A simple proof of local universality for roots of Kac polynomials

TL;DR

This paper provides a straightforward proof of local universality for the roots of Kac polynomials, showing their correlation functions near a fixed point on the unit circle converge to those of a Gaussian analytic function.

Contribution

It introduces a simple, self-contained approach that directly compares scaled Kac polynomials to Gaussian functions, bypassing complex potential analysis.

Findings

Roots cluster uniformly around the unit circle as degree increases

Correlation functions at microscopic scale converge to those of a Gaussian analytic function

Proof uses basic complex analysis and anti-concentration bounds

Abstract

Let $f_n$ be a random polynomial of degree $n$ with i.i.d. mean-zero and finite variance random coefficients.
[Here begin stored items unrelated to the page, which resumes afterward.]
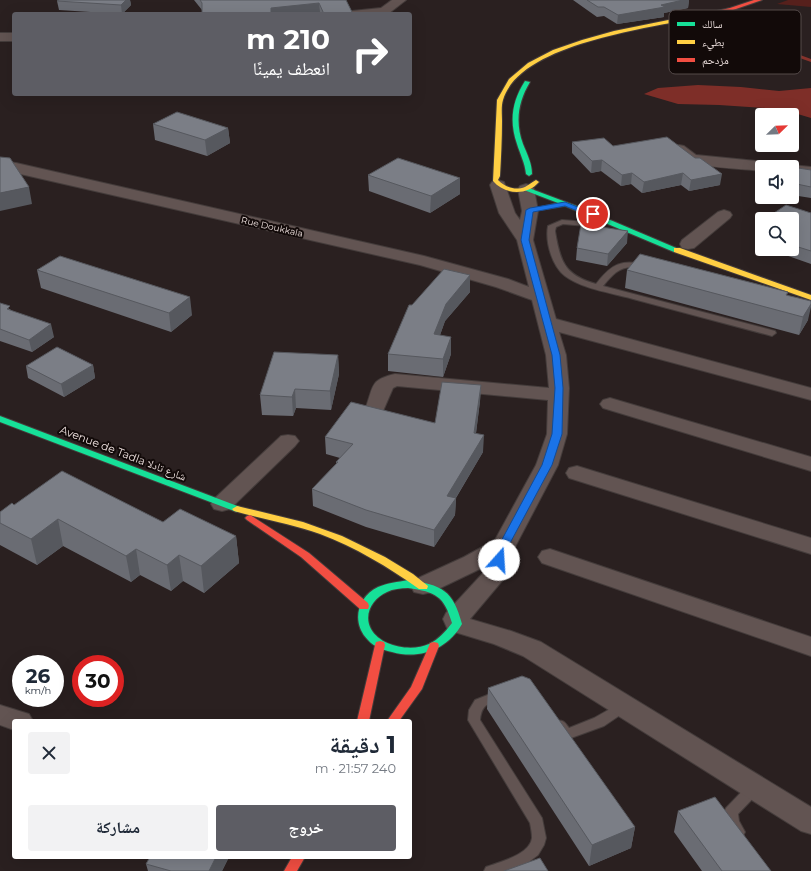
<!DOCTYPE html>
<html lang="ar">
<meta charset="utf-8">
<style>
:root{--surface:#fff;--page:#f2f2f3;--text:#1f2937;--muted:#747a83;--accent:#5d5d64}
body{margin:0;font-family:Montserrat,"Noto Naskh Arabic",sans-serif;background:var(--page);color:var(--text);direction:rtl;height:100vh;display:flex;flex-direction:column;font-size:15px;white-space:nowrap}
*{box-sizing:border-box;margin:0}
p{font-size:13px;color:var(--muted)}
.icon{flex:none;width:22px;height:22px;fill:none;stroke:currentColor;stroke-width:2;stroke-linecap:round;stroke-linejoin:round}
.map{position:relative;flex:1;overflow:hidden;direction:ltr}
.drawer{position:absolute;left:12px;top:719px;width:400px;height:140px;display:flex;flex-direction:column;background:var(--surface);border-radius:4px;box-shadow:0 4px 16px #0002;direction:rtl}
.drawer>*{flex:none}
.banner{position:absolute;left:12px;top:12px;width:400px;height:84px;border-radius:4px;box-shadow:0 4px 16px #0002;direction:rtl;background:#5d5d64;color:#fff;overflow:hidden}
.needle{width:26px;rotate:67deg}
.buttons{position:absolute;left:755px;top:108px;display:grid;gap:8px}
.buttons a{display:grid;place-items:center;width:44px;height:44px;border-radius:4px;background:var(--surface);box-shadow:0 4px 16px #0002;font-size:20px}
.speed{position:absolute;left:12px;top:655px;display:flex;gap:8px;font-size:20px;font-weight:700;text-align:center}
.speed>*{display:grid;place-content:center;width:52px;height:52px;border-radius:50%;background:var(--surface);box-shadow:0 4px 16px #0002;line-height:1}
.speed small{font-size:10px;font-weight:400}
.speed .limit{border:6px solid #d22;background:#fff;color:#111}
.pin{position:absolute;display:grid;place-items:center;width:34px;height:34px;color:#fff;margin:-17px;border:2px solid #fff;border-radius:50%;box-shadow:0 1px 4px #0007}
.me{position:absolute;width:44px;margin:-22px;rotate:19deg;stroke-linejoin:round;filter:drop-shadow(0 0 3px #0008)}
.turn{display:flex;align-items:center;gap:14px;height:84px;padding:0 16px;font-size:18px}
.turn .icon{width:52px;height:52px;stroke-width:2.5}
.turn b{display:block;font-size:28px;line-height:34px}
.round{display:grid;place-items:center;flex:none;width:42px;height:42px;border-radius:4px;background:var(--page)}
.headline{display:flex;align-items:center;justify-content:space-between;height:68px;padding:0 16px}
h1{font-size:24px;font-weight:700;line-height:30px}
.action{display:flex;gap:8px;margin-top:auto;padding:8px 16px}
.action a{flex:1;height:46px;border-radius:4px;background:var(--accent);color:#fff;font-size:16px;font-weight:700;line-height:46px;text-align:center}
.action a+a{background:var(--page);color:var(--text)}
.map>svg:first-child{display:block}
.green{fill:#56201c}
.forest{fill:#7e2e28}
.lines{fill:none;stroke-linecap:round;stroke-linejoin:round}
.stream{fill:#87332c;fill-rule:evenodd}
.lane-casing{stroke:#443c3b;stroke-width:2}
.street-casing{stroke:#443c3b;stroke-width:2}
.fast-casing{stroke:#443c3b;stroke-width:2}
.slow-casing{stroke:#443c3b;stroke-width:2}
.jam-casing{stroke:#443c3b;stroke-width:2}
.lane{fill:#625452;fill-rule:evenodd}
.street{fill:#625452;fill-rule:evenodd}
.fast{fill:#16e098;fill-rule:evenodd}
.slow{fill:#ffcf43;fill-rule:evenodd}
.jam{fill:#f24e42;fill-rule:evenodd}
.wall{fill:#6a6c73}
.shaded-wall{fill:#56585e}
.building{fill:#7b7e86;stroke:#56585e}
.route{fill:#1a73e8;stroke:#114b97}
.labels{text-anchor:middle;stroke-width:4;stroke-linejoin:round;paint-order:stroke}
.far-street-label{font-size:9px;fill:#ede0de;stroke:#120a09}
.street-label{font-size:11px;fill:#ede0de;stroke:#120a09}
.key{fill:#120a09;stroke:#544a49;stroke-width:1}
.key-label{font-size:11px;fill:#ede0de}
</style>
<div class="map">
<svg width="811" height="871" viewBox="0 0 811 871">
<rect width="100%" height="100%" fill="#2a2020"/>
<path class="green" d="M 788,0 L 811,0 L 811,7 L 777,4 Z"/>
<path class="forest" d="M 698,85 L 741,87 L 779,91 L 811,88 L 811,118 L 781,109 L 719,105 L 678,104 L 644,94 L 658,88 Z"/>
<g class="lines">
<path class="stream" d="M 780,49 L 784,49 L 811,59 L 811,62 L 780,51 Z"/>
<g class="lane-casing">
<path id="lane" d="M 606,218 L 609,218 L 609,222 L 587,226 L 563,224 L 556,227 L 555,231 C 560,261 564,275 596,284 C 612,263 622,259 647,265 L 648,267 L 647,269 C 642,270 639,268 634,267 C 620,266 612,275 603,286 L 775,331 L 776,333 L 772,336 C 727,324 682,312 637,300 C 614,293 584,290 565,276 C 552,266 545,242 548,226 L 562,220 L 587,222 Z
M 500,690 L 504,692 L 506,695 L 504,698 C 490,704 482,702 480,720 L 542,818 L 546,838 L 544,845 L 538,855 L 526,864 L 510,871 L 484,871 L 486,867 C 499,862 530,855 532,838 C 532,833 531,828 530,823 L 468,720 L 469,710 L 475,700 Z
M 624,701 L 629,703 L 630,706 L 629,709 L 604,726 L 571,738 L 566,739 L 561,738 L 554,725 L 555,721 C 563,719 565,722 569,728 L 594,718 Z
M 755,781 L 760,783 L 762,787 L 760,791 L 738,814 L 739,821 L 745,832 L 743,836 L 738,838 L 733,836 C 728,827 721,818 726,808 L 750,783 Z"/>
</g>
<g class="street-casing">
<path id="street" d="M 392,0 L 406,0 L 388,14 L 350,14 L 352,11 L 381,8 Z
M 0,33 L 14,33 L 14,41 L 0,41 Z
M 679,145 L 684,146 L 696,155 L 767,162 L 772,164 L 775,167 L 762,167 L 762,171 C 746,169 694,167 682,160 C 678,158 674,153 672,149 L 674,146 Z
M 0,161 L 16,163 L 424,256 L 508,279 L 529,287 L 517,240 L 499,213 L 490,185 L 492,182 L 498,180 L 504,182 L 515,213 L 520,220 L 522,211 L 518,189 L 520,186 L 526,184 L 532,186 L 534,189 L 538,211 L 533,240 L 556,319 L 811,388 L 811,400 L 559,332 L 566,355 L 569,388 L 567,434 L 558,465 L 516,545 L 507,575 L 470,619 L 511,631 L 541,642 L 811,807 L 811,834 L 801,831 L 523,656 L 494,644 L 448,630 L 443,619 L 446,613 L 484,572 L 486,566 L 432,592 L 423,594 L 414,592 L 411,586 L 414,580 L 464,557 L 495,540 L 536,465 L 547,434 L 548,400 L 397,386 L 393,388 L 383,411 L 376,413 L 369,411 L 366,407 C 374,385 370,380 395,374 L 549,388 L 546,355 L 532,300 L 496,287 L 420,265 L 16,173 L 0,171 Z
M 792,165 L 811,167 L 811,177 L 792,175 L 792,167 L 786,167 Z
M 724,210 L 730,212 L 732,215 L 730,218 L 694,248 L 688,249 L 682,248 L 680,244 L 682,240 L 718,212 Z
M 610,398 L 811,457 L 811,471 L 603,408 L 600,404 L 603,400 Z
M 288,435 L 295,436 L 299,441 L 295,446 L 230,509 L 222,511 L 214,509 L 211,504 L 214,499 L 281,436 Z
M 577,466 L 811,538 L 811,554 L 569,478 L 566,473 L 569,468 Z
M 550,549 L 811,637 L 811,656 L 542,563 L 538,557 L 542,551 Z
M 0,705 L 29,714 L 33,721 L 14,721 L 14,730 L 0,725 Z"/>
</g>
<g class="fast-casing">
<path id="fast" d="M 525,81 L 530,82 C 518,102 515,122 523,144 C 527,154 532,163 532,174 L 529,176 L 526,174 C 525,163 520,154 517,144 C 509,121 512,101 525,81 Z
M 526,187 L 582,208 L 681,250 L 677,252 L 674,252 L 565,206 L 528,212 L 528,210 L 558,203 L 524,190 L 524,188 Z
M 0,416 L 240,507 L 242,509 L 237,512 L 234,511 L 0,422 Z
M 408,580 C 442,585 453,590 462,624 C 448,649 420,660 392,652 C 383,650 374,647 368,640 C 351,623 357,597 378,587 C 387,583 398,582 408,580 ZM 408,588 C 436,592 444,596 452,623 C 445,632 439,639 429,644 C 412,652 381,647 371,629 C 363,614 373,598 387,592 C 393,589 401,588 408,588 Z"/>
</g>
<g class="slow-casing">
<path id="slow" d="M 693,15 L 696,17 L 695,18 C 646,29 519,44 503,100 C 501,106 502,115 502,121 C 502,139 501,158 500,176 L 498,180 C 505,187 515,191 525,187 C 529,185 532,182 536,180 L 539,182 C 527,196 505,195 493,181 L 497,100 L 509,79 L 528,63 L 553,50 L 582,40 L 614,31 Z
M 674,248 L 680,248 L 811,295 L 811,300 L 674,252 Z
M 237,506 L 303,522 L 342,536 L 385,557 L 413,574 L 428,586 L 427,589 L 419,589 C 388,567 355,547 320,534 C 292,524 262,519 234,511 L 232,509 Z"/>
</g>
<g class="jam-casing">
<path id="jam" d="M 754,0 L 762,0 L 733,10 L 693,19 L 690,17 L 730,8 Z
M 250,515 L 309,553 L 368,603 L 369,606 L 368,609 L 360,609 L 301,557 L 247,520 L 245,518 L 247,516 Z
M 380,641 L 384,642 L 385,645 L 369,721 L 357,721 L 375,645 L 376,642 Z
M 434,642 L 438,643 L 439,646 L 422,689 L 399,721 L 387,721 L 411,687 L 429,646 L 430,643 Z
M 292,857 L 305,857 L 297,871 L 284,871 Z"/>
</g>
<use href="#lane" class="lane"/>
<use href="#street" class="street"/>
<use href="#fast" class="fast"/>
<use href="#slow" class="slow"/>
<use href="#jam" class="jam"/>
</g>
<path class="wall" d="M 59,0 L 130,0 L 131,5 L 122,14 L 59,10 L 57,1 Z
M 194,0 L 346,0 L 353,14 L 321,14 L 320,12 L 293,14 L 202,14 L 202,10 Z
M 573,0 L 689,0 L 688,8 L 664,13 L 664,17 L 617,24 L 604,16 L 597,17 Z
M 153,124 L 228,128 L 230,143 L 207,156 L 155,140 Z
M 572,142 L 613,146 L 720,185 L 689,191 L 681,185 L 642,193 L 631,184 L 621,186 L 601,171 L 591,173 L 572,153 Z
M 811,170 L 811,198 L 792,195 L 792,181 Z
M 368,175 L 460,194 L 430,213 L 369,191 Z
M 811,213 L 811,264 L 777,252 L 777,249 L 792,249 L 792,219 Z
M 627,243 L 607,266 L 576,260 L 577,248 Z
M 37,270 L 192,315 L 171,332 L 41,288 Z
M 627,270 L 788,292 L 787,295 L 808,320 L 799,335 L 625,288 Z
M 470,275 L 470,292 L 445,321 L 440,335 L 451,354 L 443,377 L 388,371 L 388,354 L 412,305 Z
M 0,303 L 11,310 L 54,337 L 32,352 L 0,341 Z
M 338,355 L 339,374 L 331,410 L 296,408 L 293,416 L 262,415 L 260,395 Z
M 93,365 L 95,378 L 64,397 L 28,378 L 26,366 Z
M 481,385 L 480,401 L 476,433 L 483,452 L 456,498 L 455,515 L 434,547 L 366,527 L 313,506 L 312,489 L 336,464 L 336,462 L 340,458 L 326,454 L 325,437 L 435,423 Z
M 14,505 L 163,522 L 236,536 L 239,563 L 204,593 L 183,581 L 171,591 L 140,575 L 131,582 L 63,546 L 37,565 L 0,545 L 0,512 Z
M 488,688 L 635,827 L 631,848 L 589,866 L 487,709 Z
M 678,811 L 771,871 L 702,871 L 674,832 Z
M 150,857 L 229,857 L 222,871 L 148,871 L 146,864 Z"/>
<path class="shaded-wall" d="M 126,0 L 130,0 L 131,5 L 122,14 L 121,5 Z
M 674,0 L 689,0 L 688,8 L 664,13 L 664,17 L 617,24 L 618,15 L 661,5 Z
M 319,3 L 320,12 L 293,14 L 271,14 L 271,8 Z
M 228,128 L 230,143 L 207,156 L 205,140 Z
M 602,160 L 601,171 L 591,173 L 592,161 Z
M 632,173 L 631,184 L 621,186 L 622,175 Z
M 683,173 L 681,185 L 642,193 L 644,182 Z
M 722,174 L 720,185 L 689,191 L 691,180 Z
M 460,178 L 460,194 L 430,213 L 431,196 Z
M 29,187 L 32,204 L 0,211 L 0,193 Z
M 628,231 L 627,243 L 607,266 L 608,254 Z
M 470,275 L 470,292 L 445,321 L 434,352 L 434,334 L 446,304 Z
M 190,297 L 192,315 L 171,332 L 169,313 Z
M 811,304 L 811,307 L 808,320 L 799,335 L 803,317 Z
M 51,324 L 54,337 L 32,352 L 29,340 Z
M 451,337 L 451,354 L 443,377 L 443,359 Z
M 338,355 L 339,374 L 331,410 L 330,391 Z
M 93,365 L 95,378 L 64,397 L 61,384 Z
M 481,385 L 480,401 L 474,449 L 474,433 Z
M 295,389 L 296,408 L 293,416 L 292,397 Z
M 484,435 L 483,452 L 455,499 L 456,498 L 455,515 L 434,547 L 434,530 L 447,496 Z
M 58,519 L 63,546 L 37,565 L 31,539 Z
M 236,536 L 239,563 L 204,593 L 201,566 Z
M 136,549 L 140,575 L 131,582 L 126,556 Z
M 179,555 L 183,581 L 171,591 L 167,565 Z
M 635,827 L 631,848 L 589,866 L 592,845 Z
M 216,857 L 229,857 L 222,871 L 209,871 Z"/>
<path class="building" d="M 59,0 L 126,0 L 121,5 L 57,1 Z
M 200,0 L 346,0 L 353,14 L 324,14 L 319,3 L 271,8 L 271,14 L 202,14 L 202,3 Z
M 587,0 L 683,0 L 661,5 L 665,7 L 618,15 L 604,7 L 598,7 Z
M 177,112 L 228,128 L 205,140 L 153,124 Z
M 667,137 L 695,158 L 700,158 L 722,174 L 691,180 L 683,173 L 644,182 L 632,173 L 622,175 L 602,160 L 592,161 L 572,142 L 604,138 L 613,146 Z
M 0,157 L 10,158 L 29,187 L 0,193 Z
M 398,158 L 460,178 L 431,196 L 368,175 Z
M 798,168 L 811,170 L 811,187 L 792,183 L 792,181 Z
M 786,205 L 811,213 L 811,251 L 792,245 L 792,219 L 765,219 Z
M 581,224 L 628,231 L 608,254 L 577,248 Z
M 640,254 L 788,292 L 786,295 L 811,301 L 811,304 L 803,317 L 627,270 Z
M 60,256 L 190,297 L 169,313 L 37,270 Z
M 444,269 L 470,275 L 446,304 L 434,334 L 451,337 L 443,359 L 388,354 L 409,305 L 412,305 Z
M 0,303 L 10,306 L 7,309 L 51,324 L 29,340 L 0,329 Z
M 57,347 L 93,365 L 61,384 L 26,366 Z
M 274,352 L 338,355 L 330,391 L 295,389 L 292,397 L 260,395 Z
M 442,382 L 481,385 L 474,433 L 484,435 L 447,496 L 456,498 L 434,530 L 366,510 L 312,489 L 338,462 L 336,462 L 353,444 L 325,437 L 351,402 L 435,423 Z
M 62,471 L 163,522 L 180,509 L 236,536 L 201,566 L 179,555 L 167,565 L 136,549 L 126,556 L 58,519 L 31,539 L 0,523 L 0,512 L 12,503 L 14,505 Z
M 522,676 L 530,679 L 635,827 L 592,845 L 488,688 Z
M 715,797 L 771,871 L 722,871 L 678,811 Z
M 150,857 L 216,857 L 209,871 L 171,871 L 146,864 Z
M 540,858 L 548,871 L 504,871 Z"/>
<path class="route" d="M 565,202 L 596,214 L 593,217 L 590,216 L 565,206 L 533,212 L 529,240 L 560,355 L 563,388 L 562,434 L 552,465 L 509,545 L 504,560 L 499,563 L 494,560 L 499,545 L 542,465 L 552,434 L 555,388 L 552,355 L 521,240 L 526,210 L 530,208 Z"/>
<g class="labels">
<g class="far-street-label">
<text transform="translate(272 227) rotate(13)" y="3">Rue Doukkala</text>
</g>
<g class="street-label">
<text transform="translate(123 453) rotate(21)" y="4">Avenue de Tadla شارع تادلا</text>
</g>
</g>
<rect x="669" y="10" width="132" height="64" rx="6" class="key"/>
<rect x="677" y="22" width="18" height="4" fill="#16e098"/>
<rect x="677" y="40" width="18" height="4" fill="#ffcf43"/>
<rect x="677" y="58" width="18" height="4" fill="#f24e42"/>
<g class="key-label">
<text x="702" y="28">سالك</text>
<text x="702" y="46">بطيء</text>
<text x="702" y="64">مزدحم</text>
</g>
</svg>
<div class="buttons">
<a><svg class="needle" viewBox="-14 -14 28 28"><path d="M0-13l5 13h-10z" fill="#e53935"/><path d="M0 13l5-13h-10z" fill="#747a83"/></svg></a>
<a><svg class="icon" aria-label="sound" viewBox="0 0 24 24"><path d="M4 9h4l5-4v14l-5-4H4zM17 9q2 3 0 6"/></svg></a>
<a><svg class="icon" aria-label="search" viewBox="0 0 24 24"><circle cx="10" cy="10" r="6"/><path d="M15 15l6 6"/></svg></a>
</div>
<div class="speed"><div>26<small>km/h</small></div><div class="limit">30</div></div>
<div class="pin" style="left:593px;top:214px;background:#d93025"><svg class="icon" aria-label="arrive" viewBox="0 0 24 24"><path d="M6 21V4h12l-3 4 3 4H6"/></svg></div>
<svg class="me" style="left:499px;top:560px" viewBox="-20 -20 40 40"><circle r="19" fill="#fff"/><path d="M0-13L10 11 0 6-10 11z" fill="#1a73e8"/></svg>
<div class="banner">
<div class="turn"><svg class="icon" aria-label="right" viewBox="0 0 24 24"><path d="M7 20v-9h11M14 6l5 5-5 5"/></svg><div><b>210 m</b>انعطف يمينًا</div></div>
</div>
<section class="drawer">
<div class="headline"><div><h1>1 دقيقة</h1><p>240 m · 21:57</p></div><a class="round"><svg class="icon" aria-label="close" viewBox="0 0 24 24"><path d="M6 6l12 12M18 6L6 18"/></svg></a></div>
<div class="action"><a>خروج</a><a>مشاركة</a></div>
</section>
</div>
It is well known that the roots of $f_n$ cluster uniformly around the unit circle as $n$ grows large. We give a simple and self-contained proof of local universality for the correlation functions of the roots at the microscopic scale $1/n$ around a fixed point on the circle. While previous proofs of local universality were focused on studying the logarithmic potential of $f_n$, we instead directly compare the scaled random polynomial to a limiting Gaussian analytic function, and establish convergence of correlations via a soft argument, using only basic complex analysis and an anti-concentration bound of Esseen.